Try it: Among the entries that follow, the required portion opens with the line containing "12V9h3v3zM5 12V6h3v6zM10 12V3h3v9zM15" and closes with the line containing "M645 432 658 412 653 384". Give that portion again exactly, and nothing else.
Extracted material Block Start
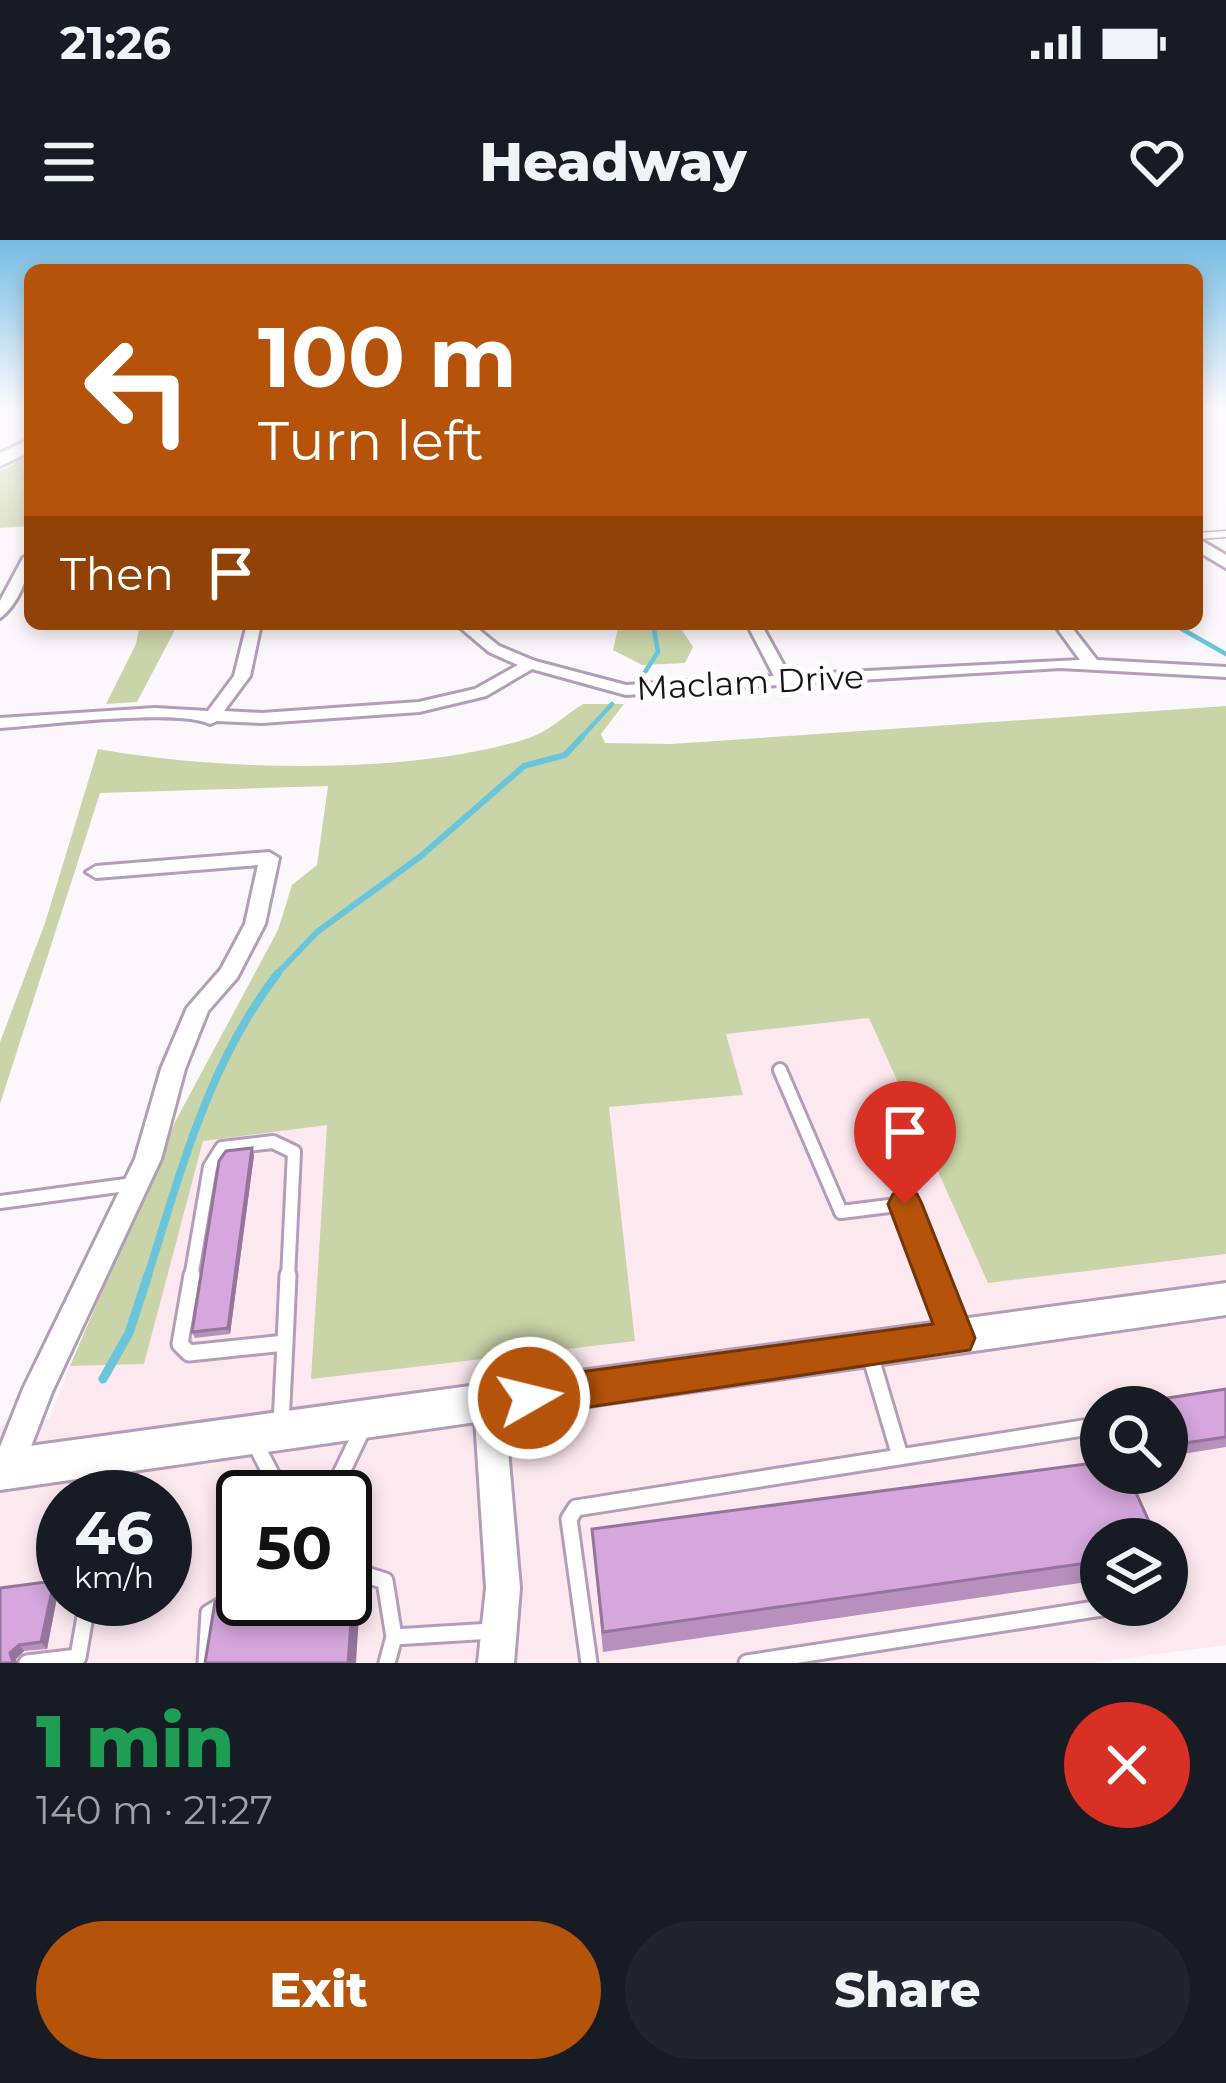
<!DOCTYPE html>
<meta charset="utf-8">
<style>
:root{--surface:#171b24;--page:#20242c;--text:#f1f3f6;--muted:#9ea1a6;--accent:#b45309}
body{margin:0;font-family:Montserrat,sans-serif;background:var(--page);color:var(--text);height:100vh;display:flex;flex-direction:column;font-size:45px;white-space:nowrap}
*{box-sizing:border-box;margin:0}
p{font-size:39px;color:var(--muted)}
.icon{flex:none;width:66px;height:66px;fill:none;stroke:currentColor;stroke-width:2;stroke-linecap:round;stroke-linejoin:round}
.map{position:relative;height:1423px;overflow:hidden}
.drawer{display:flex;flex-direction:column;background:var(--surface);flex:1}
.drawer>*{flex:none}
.top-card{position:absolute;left:24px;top:24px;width:1179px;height:366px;border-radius:18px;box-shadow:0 6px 18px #0003;background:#b45309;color:#fff;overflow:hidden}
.buttons{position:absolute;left:1080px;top:1146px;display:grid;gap:24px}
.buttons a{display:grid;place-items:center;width:108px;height:108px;border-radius:50%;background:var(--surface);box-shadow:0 6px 18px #0003;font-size:60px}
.speed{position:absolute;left:36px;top:1230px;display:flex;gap:24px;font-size:60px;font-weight:700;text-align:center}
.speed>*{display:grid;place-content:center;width:156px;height:156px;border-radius:50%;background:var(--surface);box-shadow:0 6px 18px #0003;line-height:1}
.speed small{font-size:30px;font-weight:400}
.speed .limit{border:6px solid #111;border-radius:18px;background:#fff;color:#111}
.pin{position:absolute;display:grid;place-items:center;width:102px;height:102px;color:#fff;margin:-123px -51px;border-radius:50% 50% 50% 0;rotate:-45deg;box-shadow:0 0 12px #0007}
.pin .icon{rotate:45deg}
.me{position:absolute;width:132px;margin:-66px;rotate:82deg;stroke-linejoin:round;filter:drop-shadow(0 0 9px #0008)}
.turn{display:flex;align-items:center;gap:42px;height:252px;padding:0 36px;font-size:54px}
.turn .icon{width:156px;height:156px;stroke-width:2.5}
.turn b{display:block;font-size:84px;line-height:102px}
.then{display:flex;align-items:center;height:114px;padding:0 36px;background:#0003;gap:24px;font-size:45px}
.round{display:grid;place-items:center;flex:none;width:126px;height:126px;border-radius:63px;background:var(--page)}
.overview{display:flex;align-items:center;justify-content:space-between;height:204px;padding:0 36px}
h1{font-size:72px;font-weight:800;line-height:90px;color:#1e9e55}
.cta{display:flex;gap:24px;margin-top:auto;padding:24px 36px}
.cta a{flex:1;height:138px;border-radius:72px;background:var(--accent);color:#fff;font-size:48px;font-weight:800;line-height:138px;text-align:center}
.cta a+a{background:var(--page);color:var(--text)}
.status{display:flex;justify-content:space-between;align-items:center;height:84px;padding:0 60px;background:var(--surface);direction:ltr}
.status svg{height:33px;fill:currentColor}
header{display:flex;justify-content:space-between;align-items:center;height:156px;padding:0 36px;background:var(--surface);font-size:54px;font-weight:800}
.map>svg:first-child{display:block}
.commercial{fill:#fde8f0;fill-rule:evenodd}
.green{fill:#cad4a9}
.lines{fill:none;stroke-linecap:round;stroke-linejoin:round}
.stream-far3{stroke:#6bc5da;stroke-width:4.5}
.stream-far2{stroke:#6bc5da;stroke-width:6}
.stream-far1{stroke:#6bc5da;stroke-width:8}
.stream{stroke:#6bc5da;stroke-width:9}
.lane-far2-casing{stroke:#b39db8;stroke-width:9}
.lane-far1-casing{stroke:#b39db8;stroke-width:18}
.lane-casing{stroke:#b39db8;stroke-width:21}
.street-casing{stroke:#b39db8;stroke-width:6}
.secondary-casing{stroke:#b39db8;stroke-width:6}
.highway-casing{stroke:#b39db8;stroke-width:6}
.lane-far2{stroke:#fff;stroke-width:6}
.lane-far1{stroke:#fff;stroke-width:12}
.lane{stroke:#fff;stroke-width:15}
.street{fill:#fff;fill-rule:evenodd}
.secondary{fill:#fff;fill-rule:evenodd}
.highway{fill:#fff;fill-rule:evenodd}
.wall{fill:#b790be}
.shaded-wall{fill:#95759b}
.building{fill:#d5a7dd;stroke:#95759b;stroke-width:3}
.route{fill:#b45309;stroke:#753606;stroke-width:3}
.labels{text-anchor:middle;stroke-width:10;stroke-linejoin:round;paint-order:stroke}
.far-street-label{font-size:33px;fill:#1a121c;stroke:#fff}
</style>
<div class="status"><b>21:26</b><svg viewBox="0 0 49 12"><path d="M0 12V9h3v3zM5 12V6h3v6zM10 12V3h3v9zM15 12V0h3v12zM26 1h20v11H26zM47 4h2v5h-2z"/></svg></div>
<header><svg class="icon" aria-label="menu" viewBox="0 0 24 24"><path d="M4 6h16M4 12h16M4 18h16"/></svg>Headway<svg class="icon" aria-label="heart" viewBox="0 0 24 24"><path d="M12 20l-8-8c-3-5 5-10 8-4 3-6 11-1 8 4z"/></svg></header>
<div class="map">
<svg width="1226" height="1423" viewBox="0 0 1226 1423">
<rect width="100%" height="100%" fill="#fcf7fc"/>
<path class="commercial" d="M869 778 988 1043 1226 1014V1405L1092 1423H0V1186L49 1179 70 1126 144 1124 203 901 328 884 635 1100 609 866 742 855 726 794ZM1101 1167H1167V1233H1101ZM63 1257H165V1359H63ZM243 1257H345V1359H243ZM1101 1299H1167V1365H1101Z"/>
<path class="green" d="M30 215V286L0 288V231Z
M140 384H178L137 462 106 464 136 404Z
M619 384H678L693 407 685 423 642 425 613 410Z
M583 464H624L601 494 605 503 671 504 1226 466V1014L988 1043 869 778 726 794 743 855 609 867 635 1101 311 1139 327 885 203 901 144 1124 70 1126 175 882 278 690 292 645 317 625 328 546 100 553 0 864V802L45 683 98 509C220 531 410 536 529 498 547 492 566 475 583 464Z"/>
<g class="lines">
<path class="stream-far3" d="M1173 384 1226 414
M645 432 658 412 653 384
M579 500 612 464"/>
<path class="stream-far2" d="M275 736 317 692 421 616 524 526 565 515 582 497"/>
<path class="stream-far1" d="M147 1038C181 932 208 823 278 733"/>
<path class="stream" d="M103 1139 129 1093 148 1035"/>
<defs>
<path id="lane-far2" d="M1197 296 1226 294"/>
<path id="lane-far1" d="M780 830 841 972 905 964 933 1038
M0 962 133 944
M191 1038 210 927 222 908 273 902 294 912 288 1038"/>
<path id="lane" d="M192 1035 180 1104 189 1113 285 1103
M932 1035 953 1089
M285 1103 288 1035
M870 1115 900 1216
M281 1184 285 1103
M256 1205 283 1257
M105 1257 110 1225
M330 1257 362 1190
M345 1335 360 1333 385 1341 394 1397 387 1423
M394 1397 492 1391
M27 1423 78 1417 88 1359
M206 1423 209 1373 243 1353
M589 1423 569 1279 576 1268 1083 1188 1101 1195
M747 1423 1121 1365"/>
<path id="street" d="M30 314C30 336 17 366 0 378V361L23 318Z
M247 384H261L250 436 224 471 262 473 419 462 475 449 518 425 489 412 456 384H472L499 406 535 421 626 445 774 436 747 384H761L789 435 1080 420 1054 384H1069L1097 420 1226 427V437L1060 428 792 444 785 448 779 445 626 455 532 429 486 456 419 472 262 483 217 481 210 484C177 468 44 485 0 488V478L155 468 208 471 234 436Z
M269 612 279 618 265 684 237 738 208 771 185 829 161 919 52 1152 18 1240 7 1245 0 1242V1207L23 1149 135 919 161 829 187 768 221 729 245 684 258 625 96 638 86 632 96 626Z
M489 1149 500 1153 504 1163 520 1348 514 1423H478L486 1348 474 1163 478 1153Z"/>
<path id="secondary" d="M1197 298 1226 315V328L1197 311Z
M1226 1043V1075L0 1250V1210Z"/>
<path id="highway" d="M30 199V212L0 226V213Z"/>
</defs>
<use href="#lane-far2" class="lane-far2-casing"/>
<use href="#lane-far1" class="lane-far1-casing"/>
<use href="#lane" class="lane-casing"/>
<use href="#street" class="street-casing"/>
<use href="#secondary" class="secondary-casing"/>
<use href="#highway" class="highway-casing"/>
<use href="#lane-far2" class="lane-far2"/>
<use href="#lane-far1" class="lane-far1"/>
<use href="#lane" class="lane"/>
<use href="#street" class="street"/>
<use href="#secondary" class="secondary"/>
<use href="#highway" class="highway"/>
</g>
<path class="wall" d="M254 915 230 1094 195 1098 192 1092Z
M1226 1149V1207L1170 1216 1167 1211V1167H1151L1155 1160Z
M592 1289 1101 1299V1340L603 1412Z
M54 1341 59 1347 47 1409 24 1411 16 1419 17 1423H0Z"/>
<path class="shaded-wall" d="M252 908 254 915 230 1094 228 1088Z
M54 1341 59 1347 47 1409 41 1402Z
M354 1342 360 1358 356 1423H348Z
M19 1405 24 1411 16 1419 17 1423H13L10 1413Z"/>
<path class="building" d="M252 908 228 1088 192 1092 219 921 226 911Z
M1226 1149V1197L1178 1204 1167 1183V1167H1159L1155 1160Z
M1101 1222V1233H1127L1157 1299H1101V1321L603 1392 592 1289Z
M54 1341 41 1402 19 1405 10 1413 13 1423H0V1348Z
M354 1342 348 1423H205L215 1362 232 1352H243V1359H345V1343Z"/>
<linearGradient id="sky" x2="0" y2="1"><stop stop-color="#76bbe2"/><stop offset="0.46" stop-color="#fefbfe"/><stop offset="1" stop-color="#fefbfe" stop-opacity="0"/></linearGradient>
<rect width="1226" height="369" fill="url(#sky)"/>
<path class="route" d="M905 950 917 954 922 964 975 1098 970 1110 529 1176 515 1171 509 1158 515 1145 529 1139 933 1084 888 964 893 954Z"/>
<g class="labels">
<g class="far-street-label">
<text transform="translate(750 442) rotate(-3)" y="12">Maclam Drive</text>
</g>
</g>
</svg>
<div class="buttons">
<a><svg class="icon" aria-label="search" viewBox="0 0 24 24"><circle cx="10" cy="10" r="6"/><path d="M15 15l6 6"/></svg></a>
<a><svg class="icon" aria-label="layers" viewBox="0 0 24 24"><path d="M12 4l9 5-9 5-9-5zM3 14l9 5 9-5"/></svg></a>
</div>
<div class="speed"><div>46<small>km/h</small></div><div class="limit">50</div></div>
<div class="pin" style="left:905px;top:964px;background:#d93025"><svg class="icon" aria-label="arrive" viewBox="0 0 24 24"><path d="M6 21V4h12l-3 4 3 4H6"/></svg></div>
<svg class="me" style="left:529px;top:1158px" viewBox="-20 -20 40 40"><circle r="17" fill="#b45309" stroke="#fff" stroke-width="3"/><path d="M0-11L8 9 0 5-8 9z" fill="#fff"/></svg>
<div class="top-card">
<div class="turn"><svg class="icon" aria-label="left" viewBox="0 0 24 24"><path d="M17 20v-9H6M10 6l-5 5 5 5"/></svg><div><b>100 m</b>Turn left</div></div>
<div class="then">Then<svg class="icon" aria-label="arrive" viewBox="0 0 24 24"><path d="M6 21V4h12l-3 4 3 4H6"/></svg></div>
</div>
</div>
<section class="drawer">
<div class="overview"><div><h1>1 min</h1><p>140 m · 21:27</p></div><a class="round" style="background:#d93025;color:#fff"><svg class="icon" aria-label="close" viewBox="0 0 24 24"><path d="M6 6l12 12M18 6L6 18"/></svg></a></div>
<div class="cta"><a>Exit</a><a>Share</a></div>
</section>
Extracted material Block End
Your solution:
<div class="status"><b>21:26</b><svg viewBox="0 0 49 12"><path d="M0 12V9h3v3zM5 12V6h3v6zM10 12V3h3v9zM15 12V0h3v12zM26 1h20v11H26zM47 4h2v5h-2z"/></svg></div>
<header><svg class="icon" aria-label="menu" viewBox="0 0 24 24"><path d="M4 6h16M4 12h16M4 18h16"/></svg>Headway<svg class="icon" aria-label="heart" viewBox="0 0 24 24"><path d="M12 20l-8-8c-3-5 5-10 8-4 3-6 11-1 8 4z"/></svg></header>
<div class="map">
<svg width="1226" height="1423" viewBox="0 0 1226 1423">
<rect width="100%" height="100%" fill="#fcf7fc"/>
<path class="commercial" d="M869 778 988 1043 1226 1014V1405L1092 1423H0V1186L49 1179 70 1126 144 1124 203 901 328 884 635 1100 609 866 742 855 726 794ZM1101 1167H1167V1233H1101ZM63 1257H165V1359H63ZM243 1257H345V1359H243ZM1101 1299H1167V1365H1101Z"/>
<path class="green" d="M30 215V286L0 288V231Z
M140 384H178L137 462 106 464 136 404Z
M619 384H678L693 407 685 423 642 425 613 410Z
M583 464H624L601 494 605 503 671 504 1226 466V1014L988 1043 869 778 726 794 743 855 609 867 635 1101 311 1139 327 885 203 901 144 1124 70 1126 175 882 278 690 292 645 317 625 328 546 100 553 0 864V802L45 683 98 509C220 531 410 536 529 498 547 492 566 475 583 464Z"/>
<g class="lines">
<path class="stream-far3" d="M1173 384 1226 414
M645 432 658 412 653 384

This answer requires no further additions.